Extracted data entries:
+++++

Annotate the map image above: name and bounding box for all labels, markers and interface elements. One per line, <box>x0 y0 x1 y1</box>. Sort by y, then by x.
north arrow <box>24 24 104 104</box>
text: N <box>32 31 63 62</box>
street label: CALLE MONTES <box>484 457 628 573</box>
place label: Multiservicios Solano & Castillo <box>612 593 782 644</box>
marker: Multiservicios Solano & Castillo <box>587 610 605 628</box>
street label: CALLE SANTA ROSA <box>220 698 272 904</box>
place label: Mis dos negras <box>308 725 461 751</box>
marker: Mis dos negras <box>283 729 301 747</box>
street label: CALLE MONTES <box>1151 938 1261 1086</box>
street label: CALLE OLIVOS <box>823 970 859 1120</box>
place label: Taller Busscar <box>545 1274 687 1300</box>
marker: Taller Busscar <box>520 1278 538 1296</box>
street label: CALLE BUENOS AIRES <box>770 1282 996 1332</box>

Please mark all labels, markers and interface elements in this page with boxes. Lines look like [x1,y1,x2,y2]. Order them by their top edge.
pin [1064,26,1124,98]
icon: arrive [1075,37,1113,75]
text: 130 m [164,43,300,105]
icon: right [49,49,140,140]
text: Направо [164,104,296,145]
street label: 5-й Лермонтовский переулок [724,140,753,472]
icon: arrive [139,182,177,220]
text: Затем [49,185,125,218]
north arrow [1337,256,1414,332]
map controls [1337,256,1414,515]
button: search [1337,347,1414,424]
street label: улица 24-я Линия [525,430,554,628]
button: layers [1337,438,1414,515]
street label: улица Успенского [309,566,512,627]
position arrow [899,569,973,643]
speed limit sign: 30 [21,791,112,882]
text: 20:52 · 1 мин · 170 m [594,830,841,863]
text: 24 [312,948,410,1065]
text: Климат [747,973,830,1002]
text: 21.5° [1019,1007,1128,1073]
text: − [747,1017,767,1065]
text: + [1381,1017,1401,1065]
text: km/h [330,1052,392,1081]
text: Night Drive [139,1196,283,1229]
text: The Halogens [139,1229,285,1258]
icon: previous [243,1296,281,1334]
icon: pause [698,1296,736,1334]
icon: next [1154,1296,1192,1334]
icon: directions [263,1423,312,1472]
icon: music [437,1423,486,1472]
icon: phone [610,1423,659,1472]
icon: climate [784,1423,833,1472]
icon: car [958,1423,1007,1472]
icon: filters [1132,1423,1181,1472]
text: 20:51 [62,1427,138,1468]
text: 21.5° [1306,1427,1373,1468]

+++++

Task brief:
Go through the data above and repeat all of it exactly.

Solution for this task:
Annotate the map image above: name and bounding box for all labels, markers and interface elements. One per line, <box>x0 y0 x1 y1</box>. Sort by y, then by x.
north arrow <box>24 24 104 104</box>
text: N <box>32 31 63 62</box>
street label: CALLE MONTES <box>484 457 628 573</box>
place label: Multiservicios Solano & Castillo <box>612 593 782 644</box>
marker: Multiservicios Solano & Castillo <box>587 610 605 628</box>
street label: CALLE SANTA ROSA <box>220 698 272 904</box>
place label: Mis dos negras <box>308 725 461 751</box>
marker: Mis dos negras <box>283 729 301 747</box>
street label: CALLE MONTES <box>1151 938 1261 1086</box>
street label: CALLE OLIVOS <box>823 970 859 1120</box>
place label: Taller Busscar <box>545 1274 687 1300</box>
marker: Taller Busscar <box>520 1278 538 1296</box>
street label: CALLE BUENOS AIRES <box>770 1282 996 1332</box>

Please mark all labels, markers and interface elements in this page with boxes. Lines look like [x1,y1,x2,y2]. Order them by their top edge.
pin [1064,26,1124,98]
icon: arrive [1075,37,1113,75]
text: 130 m [164,43,300,105]
icon: right [49,49,140,140]
text: Направо [164,104,296,145]
street label: 5-й Лермонтовский переулок [724,140,753,472]
icon: arrive [139,182,177,220]
text: Затем [49,185,125,218]
north arrow [1337,256,1414,332]
map controls [1337,256,1414,515]
button: search [1337,347,1414,424]
street label: улица 24-я Линия [525,430,554,628]
button: layers [1337,438,1414,515]
street label: улица Успенского [309,566,512,627]
position arrow [899,569,973,643]
speed limit sign: 30 [21,791,112,882]
text: 20:52 · 1 мин · 170 m [594,830,841,863]
text: 24 [312,948,410,1065]
text: Климат [747,973,830,1002]
text: 21.5° [1019,1007,1128,1073]
text: − [747,1017,767,1065]
text: + [1381,1017,1401,1065]
text: km/h [330,1052,392,1081]
text: Night Drive [139,1196,283,1229]
text: The Halogens [139,1229,285,1258]
icon: previous [243,1296,281,1334]
icon: pause [698,1296,736,1334]
icon: next [1154,1296,1192,1334]
icon: directions [263,1423,312,1472]
icon: music [437,1423,486,1472]
icon: phone [610,1423,659,1472]
icon: climate [784,1423,833,1472]
icon: car [958,1423,1007,1472]
icon: filters [1132,1423,1181,1472]
text: 20:51 [62,1427,138,1468]
text: 21.5° [1306,1427,1373,1468]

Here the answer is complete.